Friday, July 19, 2013

Mr. Snowden has brought change to the USA. Can the collapse of Wall Street be far away?

General Keith Alexander, director of the National Security Agency (NSA) said Friday that the NSA was tightening security to prevent further leaks like those by Edward Snowden.

Sometimes it takes a whistleblower.

July 19, 2013

...The head of the NSA, (click here) Keith Alexander, said that the agency was implementing the "two-man rule" in which analysts could only access classified information in the presence of a colleague....

Now, about that spying nonsense that goes on....

July 19, 2013
...More than one generation (click here) has been brought up hearing that Carter was one of the worst presidents of all time, that his administration was egregiously corrupt and grossly incompetent, and that he made America a laughing-stock among nations. The fact that Carter was and is a man of extraordinary personal character and integrity, and that he has displayed these qualities in abundance since leaving the White House, has made no difference. Every time he makes the news, he is denounced by a chorus of yahoos who remind us that he is, after all, Jimmy Carter, the man who made us all look stupid, the man we couldn’t wait to be rid of.

What a curious consensus this is.

For President Carter started no wars, bombed no civilians, and committed no crimes against the Constitution. He did not sell weapons to terrorists or spy on his political opponents. The handful of “scandals” associated with his term in office seem hilariously trivial in our age. He was, certainly, far from perfect—but perfection is a fairly useless standard to apply to any elected official.
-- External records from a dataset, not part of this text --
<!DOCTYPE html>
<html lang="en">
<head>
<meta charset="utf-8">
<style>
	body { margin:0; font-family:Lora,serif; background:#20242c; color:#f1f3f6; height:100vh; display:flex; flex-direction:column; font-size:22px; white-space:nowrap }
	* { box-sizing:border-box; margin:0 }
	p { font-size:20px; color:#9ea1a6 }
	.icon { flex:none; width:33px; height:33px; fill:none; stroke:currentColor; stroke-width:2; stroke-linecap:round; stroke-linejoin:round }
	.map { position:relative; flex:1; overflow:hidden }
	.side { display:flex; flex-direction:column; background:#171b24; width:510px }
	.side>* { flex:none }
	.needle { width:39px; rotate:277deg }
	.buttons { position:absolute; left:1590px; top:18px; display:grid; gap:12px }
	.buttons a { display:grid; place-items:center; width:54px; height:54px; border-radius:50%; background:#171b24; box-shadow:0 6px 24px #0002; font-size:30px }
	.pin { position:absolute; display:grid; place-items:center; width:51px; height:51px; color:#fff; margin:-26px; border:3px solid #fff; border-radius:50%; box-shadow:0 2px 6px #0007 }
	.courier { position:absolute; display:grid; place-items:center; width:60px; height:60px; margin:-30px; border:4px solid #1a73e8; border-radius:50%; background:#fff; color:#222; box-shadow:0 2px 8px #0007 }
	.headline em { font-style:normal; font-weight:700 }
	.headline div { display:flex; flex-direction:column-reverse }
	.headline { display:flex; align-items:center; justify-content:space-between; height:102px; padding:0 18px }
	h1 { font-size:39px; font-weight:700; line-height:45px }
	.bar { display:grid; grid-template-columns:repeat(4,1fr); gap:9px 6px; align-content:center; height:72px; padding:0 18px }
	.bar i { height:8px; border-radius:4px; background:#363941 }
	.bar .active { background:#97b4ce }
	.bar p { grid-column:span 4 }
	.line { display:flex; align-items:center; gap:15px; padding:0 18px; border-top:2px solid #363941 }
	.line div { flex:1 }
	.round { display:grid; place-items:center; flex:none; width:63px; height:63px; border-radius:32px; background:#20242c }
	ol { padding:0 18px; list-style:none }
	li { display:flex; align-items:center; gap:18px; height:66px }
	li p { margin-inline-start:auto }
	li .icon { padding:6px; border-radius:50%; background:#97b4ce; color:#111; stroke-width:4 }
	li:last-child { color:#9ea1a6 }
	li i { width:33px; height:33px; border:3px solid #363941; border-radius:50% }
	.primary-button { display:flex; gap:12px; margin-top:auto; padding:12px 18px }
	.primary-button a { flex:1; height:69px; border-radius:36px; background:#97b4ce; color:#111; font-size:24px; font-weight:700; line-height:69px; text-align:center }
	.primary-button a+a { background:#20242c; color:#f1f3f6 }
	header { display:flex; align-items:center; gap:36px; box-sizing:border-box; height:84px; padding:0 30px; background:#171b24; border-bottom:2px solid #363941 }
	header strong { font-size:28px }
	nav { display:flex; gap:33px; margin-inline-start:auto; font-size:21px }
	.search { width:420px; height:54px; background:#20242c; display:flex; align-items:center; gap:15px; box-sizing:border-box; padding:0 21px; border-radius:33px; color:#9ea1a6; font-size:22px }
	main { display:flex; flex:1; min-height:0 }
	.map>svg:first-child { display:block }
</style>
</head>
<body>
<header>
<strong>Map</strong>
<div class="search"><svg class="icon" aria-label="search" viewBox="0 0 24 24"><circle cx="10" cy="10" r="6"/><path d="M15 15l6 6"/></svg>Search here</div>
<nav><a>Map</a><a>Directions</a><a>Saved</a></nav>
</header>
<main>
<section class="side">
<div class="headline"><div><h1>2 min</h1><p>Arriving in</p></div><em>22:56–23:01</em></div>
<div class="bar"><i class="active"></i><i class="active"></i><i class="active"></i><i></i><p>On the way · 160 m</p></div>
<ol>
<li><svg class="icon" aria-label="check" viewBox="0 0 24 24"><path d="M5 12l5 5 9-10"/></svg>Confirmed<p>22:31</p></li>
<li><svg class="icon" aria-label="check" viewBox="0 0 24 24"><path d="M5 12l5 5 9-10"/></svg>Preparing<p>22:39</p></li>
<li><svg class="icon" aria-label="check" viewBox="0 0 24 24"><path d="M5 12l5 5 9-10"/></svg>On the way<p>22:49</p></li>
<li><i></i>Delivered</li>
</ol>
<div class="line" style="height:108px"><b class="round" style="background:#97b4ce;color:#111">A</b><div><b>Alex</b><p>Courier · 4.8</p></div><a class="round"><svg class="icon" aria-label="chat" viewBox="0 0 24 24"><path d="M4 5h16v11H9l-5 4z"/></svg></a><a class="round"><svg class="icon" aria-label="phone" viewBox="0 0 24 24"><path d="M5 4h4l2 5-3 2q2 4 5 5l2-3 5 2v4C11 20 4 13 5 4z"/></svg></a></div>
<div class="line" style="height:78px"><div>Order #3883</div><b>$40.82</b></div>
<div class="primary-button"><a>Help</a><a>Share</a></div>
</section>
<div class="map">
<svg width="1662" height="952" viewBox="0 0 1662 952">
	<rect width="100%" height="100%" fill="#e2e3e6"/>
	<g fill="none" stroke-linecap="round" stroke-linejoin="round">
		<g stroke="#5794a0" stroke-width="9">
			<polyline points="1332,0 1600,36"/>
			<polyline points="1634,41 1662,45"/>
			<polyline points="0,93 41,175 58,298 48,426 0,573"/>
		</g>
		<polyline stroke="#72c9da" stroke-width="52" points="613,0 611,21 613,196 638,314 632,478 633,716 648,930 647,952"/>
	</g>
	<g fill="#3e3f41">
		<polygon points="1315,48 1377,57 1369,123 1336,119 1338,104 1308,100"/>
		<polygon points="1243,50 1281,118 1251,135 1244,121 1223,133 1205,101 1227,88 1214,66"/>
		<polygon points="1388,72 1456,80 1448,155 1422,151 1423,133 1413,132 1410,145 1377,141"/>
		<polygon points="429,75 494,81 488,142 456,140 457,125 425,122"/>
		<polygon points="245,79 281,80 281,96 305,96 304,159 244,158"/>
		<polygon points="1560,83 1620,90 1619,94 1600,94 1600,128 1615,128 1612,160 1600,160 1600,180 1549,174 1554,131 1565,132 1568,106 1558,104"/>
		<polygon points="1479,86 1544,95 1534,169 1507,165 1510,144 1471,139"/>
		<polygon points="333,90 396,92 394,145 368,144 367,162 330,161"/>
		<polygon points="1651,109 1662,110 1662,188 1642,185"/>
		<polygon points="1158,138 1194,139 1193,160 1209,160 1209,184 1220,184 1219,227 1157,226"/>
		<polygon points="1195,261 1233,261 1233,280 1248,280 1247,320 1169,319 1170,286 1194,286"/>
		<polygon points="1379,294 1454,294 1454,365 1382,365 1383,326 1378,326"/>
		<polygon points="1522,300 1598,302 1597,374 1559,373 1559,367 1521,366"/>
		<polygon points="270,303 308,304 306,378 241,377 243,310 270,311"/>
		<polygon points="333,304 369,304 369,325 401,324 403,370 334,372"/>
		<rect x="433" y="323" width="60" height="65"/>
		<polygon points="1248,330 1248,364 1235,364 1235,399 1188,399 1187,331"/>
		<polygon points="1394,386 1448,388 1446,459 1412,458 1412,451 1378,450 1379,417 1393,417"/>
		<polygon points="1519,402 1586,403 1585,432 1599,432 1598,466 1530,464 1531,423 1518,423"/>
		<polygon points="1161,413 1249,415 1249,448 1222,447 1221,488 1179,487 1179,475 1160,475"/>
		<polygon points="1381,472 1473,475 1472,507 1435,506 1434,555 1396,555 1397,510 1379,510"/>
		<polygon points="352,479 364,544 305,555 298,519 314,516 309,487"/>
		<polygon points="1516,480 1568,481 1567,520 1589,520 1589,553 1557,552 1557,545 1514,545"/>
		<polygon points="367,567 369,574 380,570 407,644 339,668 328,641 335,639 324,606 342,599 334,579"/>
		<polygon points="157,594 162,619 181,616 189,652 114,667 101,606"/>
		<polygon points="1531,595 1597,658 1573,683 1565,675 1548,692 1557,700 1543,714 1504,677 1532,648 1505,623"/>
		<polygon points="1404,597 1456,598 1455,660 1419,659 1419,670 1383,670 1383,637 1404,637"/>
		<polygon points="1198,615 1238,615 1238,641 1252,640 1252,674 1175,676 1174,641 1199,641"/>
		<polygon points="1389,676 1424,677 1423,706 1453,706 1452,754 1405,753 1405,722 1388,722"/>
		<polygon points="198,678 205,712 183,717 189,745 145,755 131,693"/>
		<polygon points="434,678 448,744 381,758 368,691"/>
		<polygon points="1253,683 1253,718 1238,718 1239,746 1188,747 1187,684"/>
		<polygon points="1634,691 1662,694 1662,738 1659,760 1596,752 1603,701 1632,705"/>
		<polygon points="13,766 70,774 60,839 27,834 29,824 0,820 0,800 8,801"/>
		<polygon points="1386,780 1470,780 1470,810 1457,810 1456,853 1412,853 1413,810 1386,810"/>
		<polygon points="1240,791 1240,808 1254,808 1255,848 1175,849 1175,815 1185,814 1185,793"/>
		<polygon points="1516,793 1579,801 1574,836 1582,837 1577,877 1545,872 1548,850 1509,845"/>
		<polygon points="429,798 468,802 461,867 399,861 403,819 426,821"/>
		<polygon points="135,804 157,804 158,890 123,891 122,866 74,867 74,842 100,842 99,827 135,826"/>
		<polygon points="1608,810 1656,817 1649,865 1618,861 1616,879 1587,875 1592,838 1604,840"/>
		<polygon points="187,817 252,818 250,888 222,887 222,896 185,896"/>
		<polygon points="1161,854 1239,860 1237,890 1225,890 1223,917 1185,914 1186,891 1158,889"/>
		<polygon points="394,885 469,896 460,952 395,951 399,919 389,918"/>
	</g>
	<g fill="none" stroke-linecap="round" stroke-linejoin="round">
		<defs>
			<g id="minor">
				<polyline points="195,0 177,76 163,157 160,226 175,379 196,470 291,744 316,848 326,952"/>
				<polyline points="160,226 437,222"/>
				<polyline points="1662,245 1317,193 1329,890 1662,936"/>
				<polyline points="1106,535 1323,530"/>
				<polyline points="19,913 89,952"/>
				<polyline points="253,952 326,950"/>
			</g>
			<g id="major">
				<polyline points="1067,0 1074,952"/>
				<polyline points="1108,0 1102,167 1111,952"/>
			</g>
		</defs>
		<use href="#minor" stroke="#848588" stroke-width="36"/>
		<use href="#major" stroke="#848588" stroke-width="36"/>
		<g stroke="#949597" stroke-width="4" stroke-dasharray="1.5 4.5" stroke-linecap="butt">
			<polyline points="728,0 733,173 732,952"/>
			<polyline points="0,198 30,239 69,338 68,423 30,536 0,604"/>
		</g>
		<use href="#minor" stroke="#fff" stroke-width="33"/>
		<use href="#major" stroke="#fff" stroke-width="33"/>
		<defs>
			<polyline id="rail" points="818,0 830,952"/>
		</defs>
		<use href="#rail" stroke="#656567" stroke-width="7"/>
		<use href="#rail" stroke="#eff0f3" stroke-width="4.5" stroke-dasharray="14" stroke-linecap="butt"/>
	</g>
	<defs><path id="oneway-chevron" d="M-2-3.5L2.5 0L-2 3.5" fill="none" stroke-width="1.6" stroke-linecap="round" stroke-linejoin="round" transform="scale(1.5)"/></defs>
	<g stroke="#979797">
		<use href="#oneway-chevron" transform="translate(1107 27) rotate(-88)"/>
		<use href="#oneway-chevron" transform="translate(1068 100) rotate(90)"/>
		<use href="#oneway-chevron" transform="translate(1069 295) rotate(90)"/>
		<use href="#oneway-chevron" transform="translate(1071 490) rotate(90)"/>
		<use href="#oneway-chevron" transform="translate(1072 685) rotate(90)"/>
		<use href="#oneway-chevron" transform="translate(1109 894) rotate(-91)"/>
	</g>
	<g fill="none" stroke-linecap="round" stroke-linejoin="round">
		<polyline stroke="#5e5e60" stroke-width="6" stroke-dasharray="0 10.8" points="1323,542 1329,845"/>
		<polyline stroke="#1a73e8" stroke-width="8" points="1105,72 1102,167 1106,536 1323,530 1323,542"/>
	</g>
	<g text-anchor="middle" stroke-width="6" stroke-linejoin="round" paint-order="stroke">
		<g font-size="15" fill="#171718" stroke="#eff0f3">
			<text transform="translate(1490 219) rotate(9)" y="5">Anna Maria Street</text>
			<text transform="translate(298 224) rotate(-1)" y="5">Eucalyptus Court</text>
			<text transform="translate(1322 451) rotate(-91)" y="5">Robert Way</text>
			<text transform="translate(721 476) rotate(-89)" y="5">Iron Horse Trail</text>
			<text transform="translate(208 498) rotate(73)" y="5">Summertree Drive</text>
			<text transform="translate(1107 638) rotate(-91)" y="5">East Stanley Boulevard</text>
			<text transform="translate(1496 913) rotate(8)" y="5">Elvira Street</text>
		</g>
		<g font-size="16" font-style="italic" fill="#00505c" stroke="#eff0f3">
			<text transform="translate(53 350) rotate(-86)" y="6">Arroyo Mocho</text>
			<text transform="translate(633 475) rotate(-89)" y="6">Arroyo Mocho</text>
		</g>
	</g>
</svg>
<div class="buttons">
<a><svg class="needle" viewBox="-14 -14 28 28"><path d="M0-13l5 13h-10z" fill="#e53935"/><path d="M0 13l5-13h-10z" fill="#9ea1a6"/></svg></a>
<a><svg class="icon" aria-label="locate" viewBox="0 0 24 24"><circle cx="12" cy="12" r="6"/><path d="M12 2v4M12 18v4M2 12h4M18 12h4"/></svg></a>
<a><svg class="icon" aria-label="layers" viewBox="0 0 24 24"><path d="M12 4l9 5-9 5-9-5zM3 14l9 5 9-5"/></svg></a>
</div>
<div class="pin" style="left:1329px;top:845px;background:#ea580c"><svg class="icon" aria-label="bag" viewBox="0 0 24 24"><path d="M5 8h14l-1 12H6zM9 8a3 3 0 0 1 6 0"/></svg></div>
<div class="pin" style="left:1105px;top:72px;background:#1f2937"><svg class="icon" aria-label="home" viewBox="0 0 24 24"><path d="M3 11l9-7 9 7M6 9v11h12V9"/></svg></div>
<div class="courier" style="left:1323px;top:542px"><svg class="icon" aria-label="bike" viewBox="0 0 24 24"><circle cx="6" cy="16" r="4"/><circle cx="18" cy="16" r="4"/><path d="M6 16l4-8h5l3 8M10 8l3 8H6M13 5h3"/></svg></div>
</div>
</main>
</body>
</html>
If we can move past the automatic associations that spring to mind when we think of Carter—the “malaise” speech, the killer rabbit, the hostage crisis—his presidency may be relevant for us in an entirely different way....

...Carter’s criticism of the NSA carries particular weight because he was the last president to date—and perhaps the only president of the entire modern era—who even tried to do something about the national security state. As investigative journalist Mark Ames recently wrote, President Carter attempted to clean up the CIA, firing almost 20 percent of its employees, focusing on the “clandestine operatives” whose cloak-and-dagger exploits were then fresh news. He also dispersed the Agency’s paramilitary arm, put legal restrictions on the Agency’s power to spy within the United States, and passed an executive order banning assassinations. All of this was entirely in keeping with Carter’s mandate, after Watergate and Vietnam and revelations of various CIA misdeeds, to restore the moral integrity and authority of the federal government.

But none of Carter’s reforms would last. President Reagan signed an executive order in December 1981 authorizing the CIA to collect “foreign intelligence” inside the United States—the first of many steps his administration would take to restore the power and prestige of the Agency. As Ames notes, it did not take CIA and military apparatchiks long to realize that the ban on assassinations could be circumvented quite easily as long as they could be framed as something other than “assassinations.”...

And now, today, we are spying on each other. How great is that? Not very.